_Required action_
The pictures do not go in the copy. Reproduce the rest of the entries exactly.

_Working data_
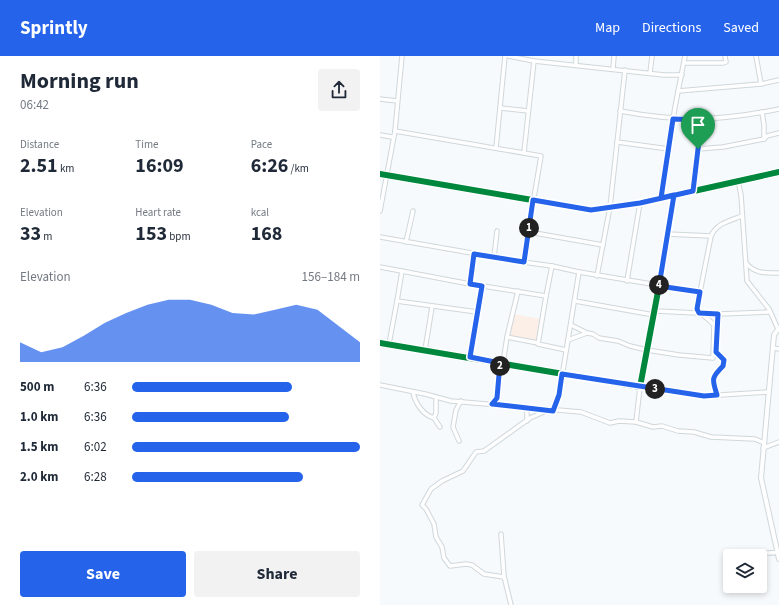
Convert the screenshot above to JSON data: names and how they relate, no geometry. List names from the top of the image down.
{
  "page": {
    "header": "Sprintly",
    "nav": ["Map", "Directions", "Saved"],
    "heading": ["Morning run", "06:42"],
    "stats": [
      ["Distance", "2.51 km"],
      ["Time", "16:09"],
      ["Pace", "6:26 /km"],
      ["Elevation", "33 m"],
      ["Heart rate", "153 bpm"],
      ["kcal", "168"]
    ],
    "pins": [
      "1",
      "4",
      "2",
      "3"
    ],
    "chart": ["Elevation", "156–184 m"],
    "list": [
      {
        "name": "500 m",
        "note": "6:36"
      },
      {
        "name": "1.0 km",
        "note": "6:36"
      },
      {
        "name": "1.5 km",
        "note": "6:02"
      },
      {
        "name": "2.0 km",
        "note": "6:28"
      }
    ],
    "buttons": ["Save", "Share"]
  }
}
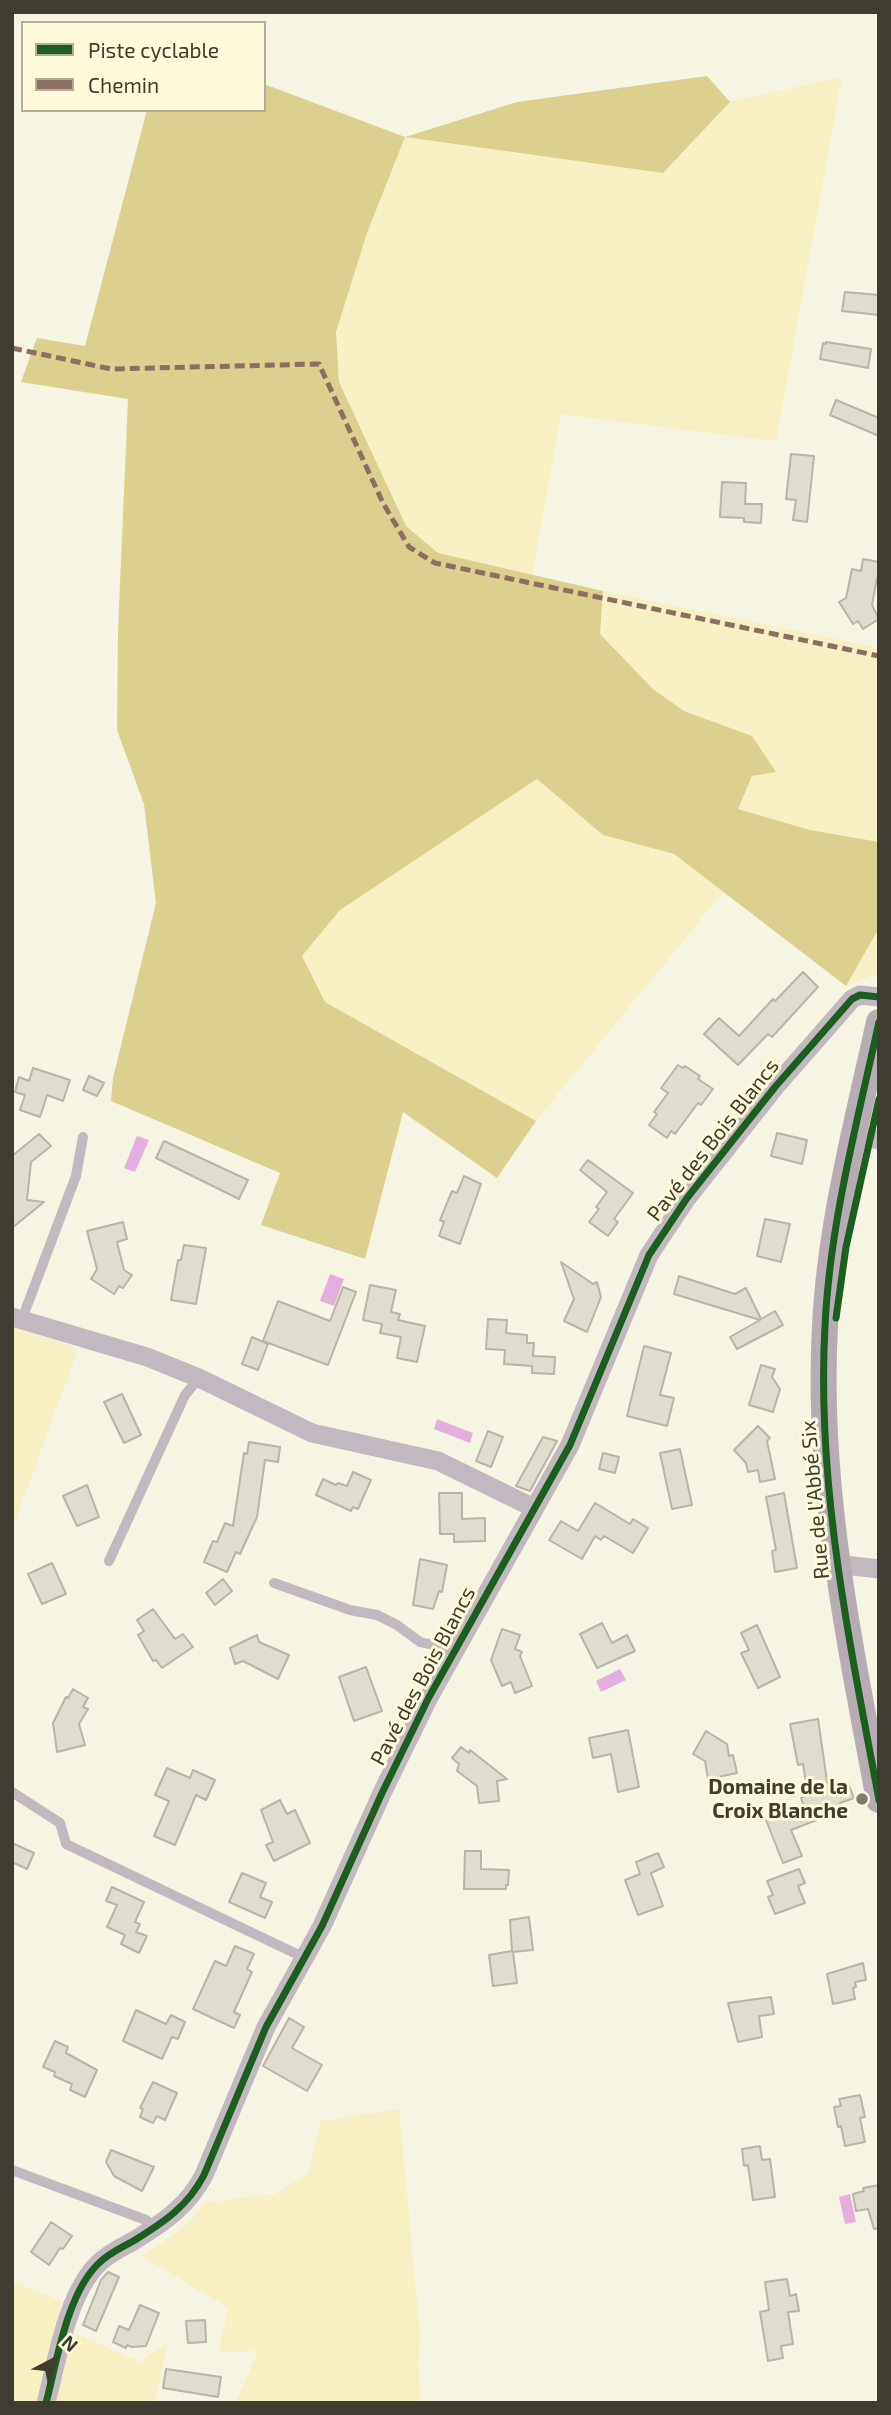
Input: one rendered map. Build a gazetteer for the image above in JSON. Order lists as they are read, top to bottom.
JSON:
{
  "streets": {
    "main road": ["Rue de l'Abbé Six"],
    "street": ["Pavé des Bois Blancs"]
  },
  "places": ["Domaine de la Croix Blanche"],
  "legend": ["Piste cyclable", "Chemin"],
  "north": "top right"
}
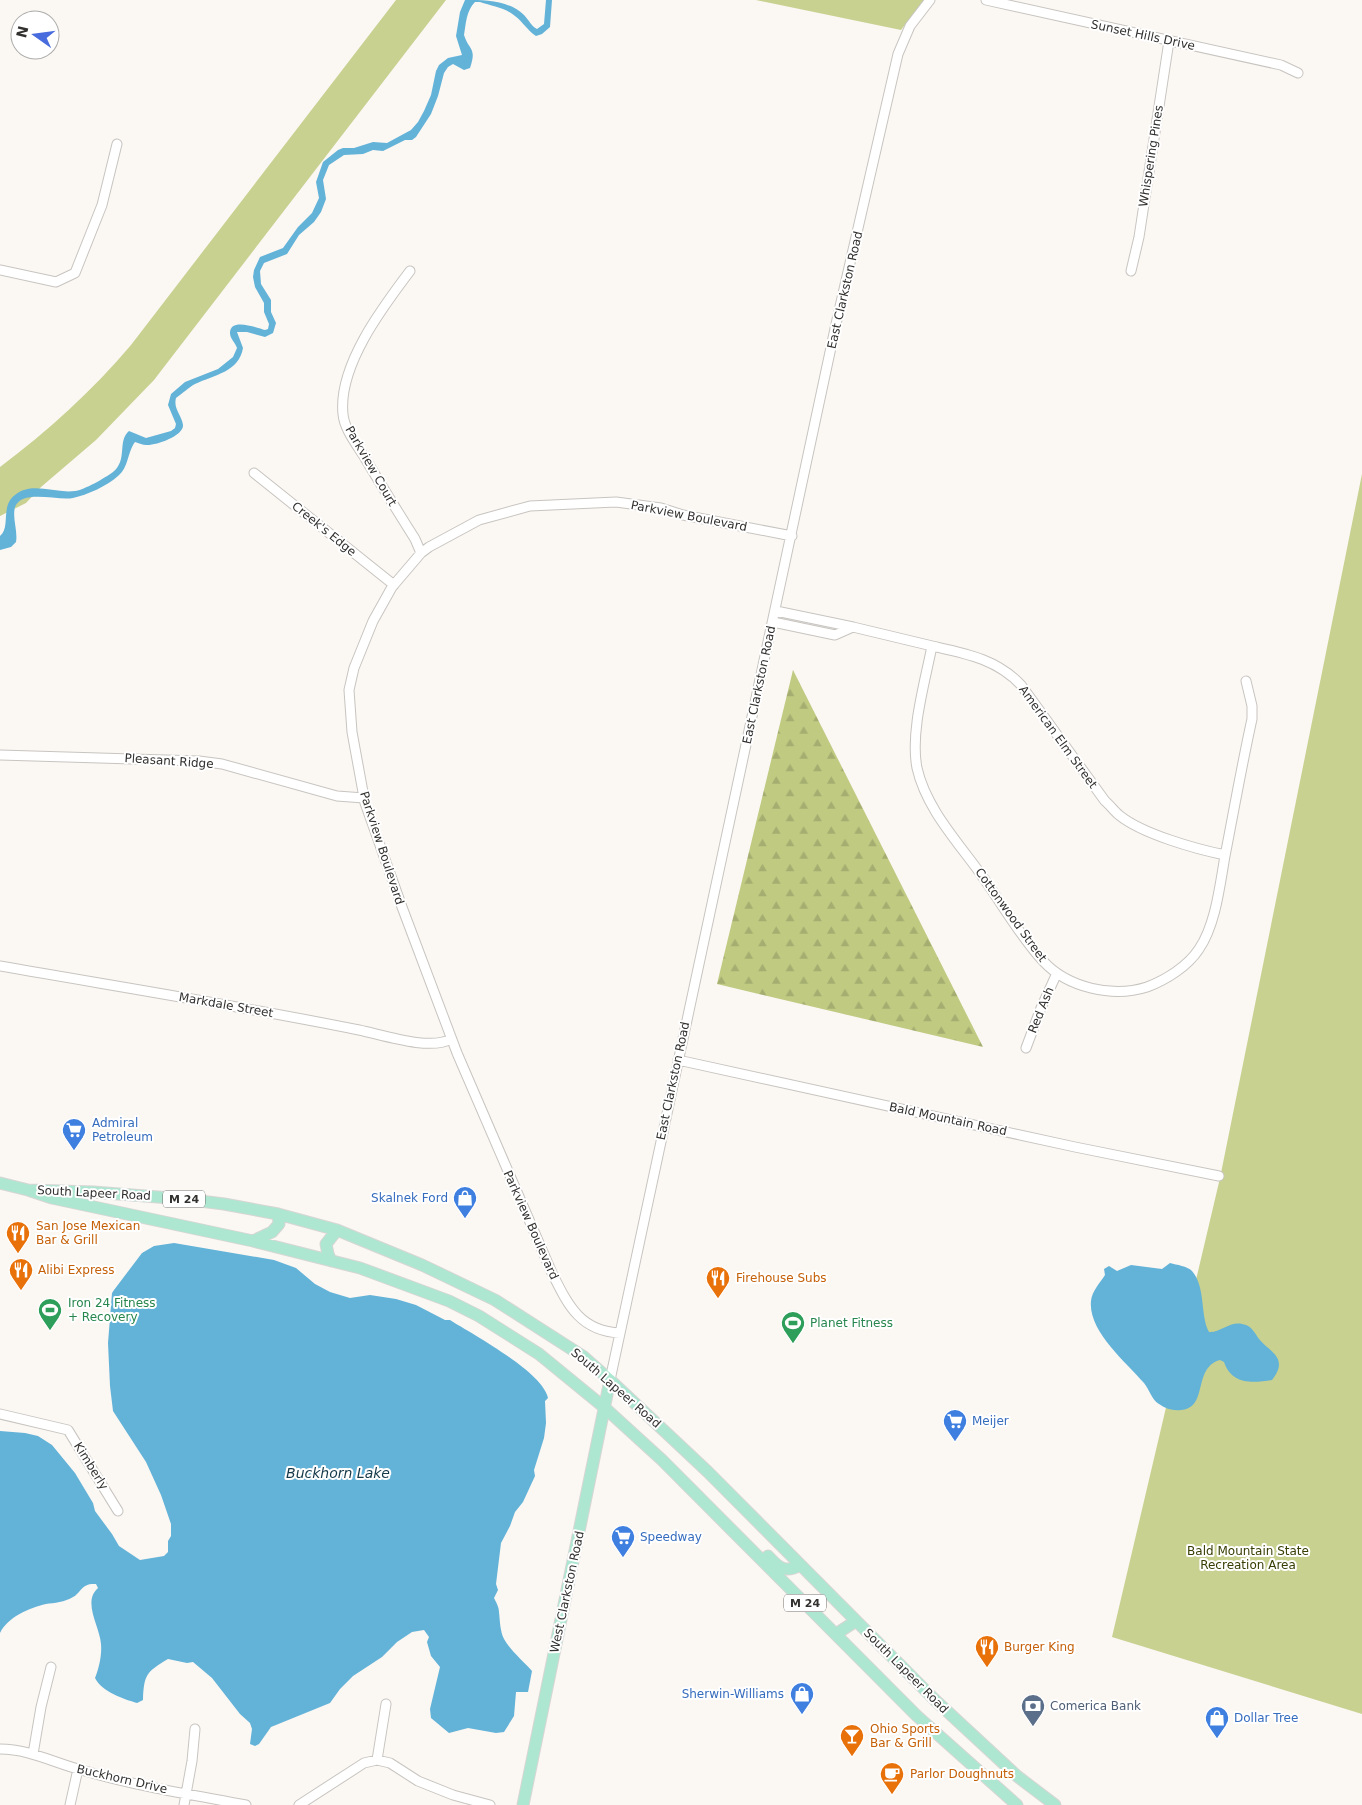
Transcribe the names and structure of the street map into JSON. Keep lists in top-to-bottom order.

_Exercise solution_
Convert the screenshot above to JSON data: names and how they relate, no geometry. List names from the top of the image down.
{
  "page": {
    "header": "Sprintly",
    "nav": ["Map", "Directions", "Saved"],
    "heading": ["Morning run", "06:42"],
    "stats": [
      ["Distance", "2.51 km"],
      ["Time", "16:09"],
      ["Pace", "6:26 /km"],
      ["Elevation", "33 m"],
      ["Heart rate", "153 bpm"],
      ["kcal", "168"]
    ],
    "pins": [
      "1",
      "4",
      "2",
      "3"
    ],
    "chart": ["Elevation", "156–184 m"],
    "list": [
      {
        "name": "500 m",
        "note": "6:36"
      },
      {
        "name": "1.0 km",
        "note": "6:36"
      },
      {
        "name": "1.5 km",
        "note": "6:02"
      },
      {
        "name": "2.0 km",
        "note": "6:28"
      }
    ],
    "buttons": ["Save", "Share"]
  }
}
Input: one rendered map. Build a gazetteer for the image above in JSON. Order lists as they are read, top to bottom.
JSON:
{
  "streets": {
    "main road": ["Rue de l'Abbé Six"],
    "street": ["Pavé des Bois Blancs"]
  },
  "places": ["Domaine de la Croix Blanche"],
  "legend": ["Piste cyclable", "Chemin"],
  "north": "top right"
}
Transcribe the names and structure of the street map into JSON. Keep lists in top-to-bottom order.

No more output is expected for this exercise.